The noticeable thing when entering Lamberts’ glorious French-windowed frontage is its atmosphere. You descend from Balham’s noisy rail junction into a sealed casement of serenity. It’s like being in a BMW advert when the driver shuts his car door and suddenly all is quiet – only here you are massaged by the peaceful background tones of music and chatter and not an inane voiceover telling you about warranties.
We are greeted by Stéphane, Lamberts’ head waiter, and shown through the long, modestly decorated dining hall to our table, of which two bowled wine glasses sit and sparkle with excitement. Lunch should always include wine.
We began our meal with English sparkling wine to freshen the taste buds, before starters of pork brawn and Stichelton & walnut tart arrived. Now, usually in established, up-market restaurants starters can be a bit of a risk if you want something with an inkling of mass to it. Too often it is comprised of a pot of meat, a pickle and a biscuit.
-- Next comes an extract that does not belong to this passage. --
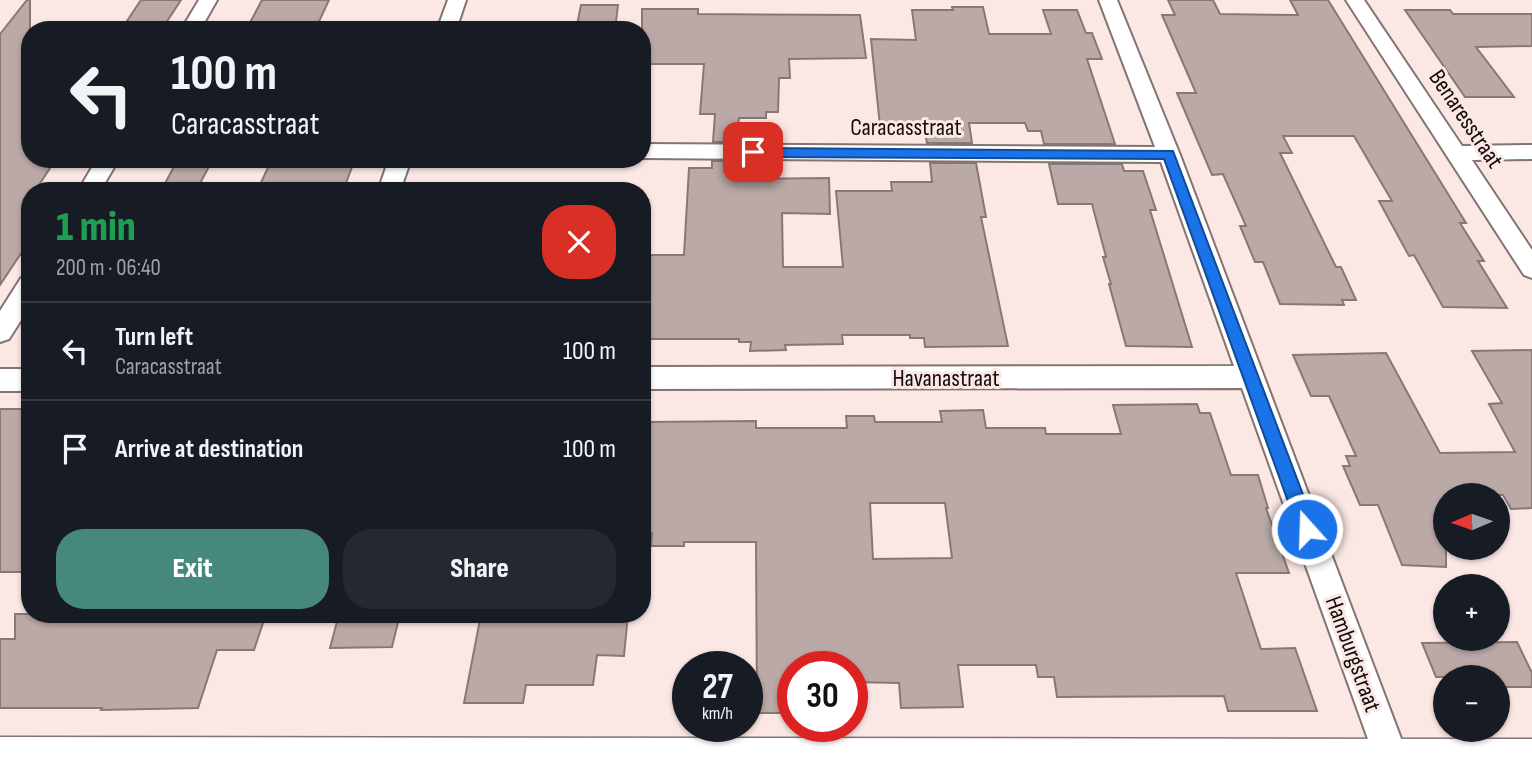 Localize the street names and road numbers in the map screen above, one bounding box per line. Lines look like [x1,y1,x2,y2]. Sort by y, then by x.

Well, my potted brawn, piccalilli and sliced toast certainly looked measly on the menu but boy did it pack a punch in flavour and filling. The brawn was an unexpected treat – a compact pot of pork and nuts subtly herbed. Although the intensity of the viscous piccalilli rather hampered much of the brawn’s taste, its texture was enough to tick the box as I waited for my mains.
Meanwhile, across the table was an already empty plate that once stood a tart. I succeeded in pinching a couple of mouthfuls of the Stichelton et al and the texture of the pastry made me quite jealous of my meaty beginning.
Now, as impressed as we both were with the starters, the mains really proved eye openers. Quite often people will advise that you must do something: you must watch Breaking Bad; oh you must read the new issue of Take a Break; I can’t believe you’ve never been hitchhiking in Thailand.
All these musts are very annoying, but actually I’m going to join the party on this one. If you’re going to Lamberts, you absolutely MUST try the hake.
The hake on spinach is Lamberts’ special. What makes the dish so appealing is not simply the perfection of the salty hake fillet, but half-mashed potatoes lurking below. The result is a chopped baby potato base with buttered spud filling, almost like a muffin with nice, tick blueberries baulked inside, supporting the delicate fish.
As I devoured the hake drizzled in sweet chive butter sauce, my +1 attacked Lamberts’ squash ravioli with wild mushrooms. When done right, vegetarian dishes can be the hidden gem in a menu and this certainly proved to be so, with the mushrooms infiltrating the delicate balance of squash and sage nut butter with each mouthful.
We were both fairly full at this point and satiated with our lunchtime outing. If you’re heading back to the office then this is a good time to turn and depart, but if you’re chasing a lazy afternoon then it’s worth ordering Lamberts’ slightly uninspiring yet more than passable cheese selection to accompany a coffee.
Transforming your lunchtime tastes couldn’t be simpler and, although it may set you back £30-£40 (including wine), it’s worth considering how much pleasure you’ll get compared to a Sainsbury’s meal deal.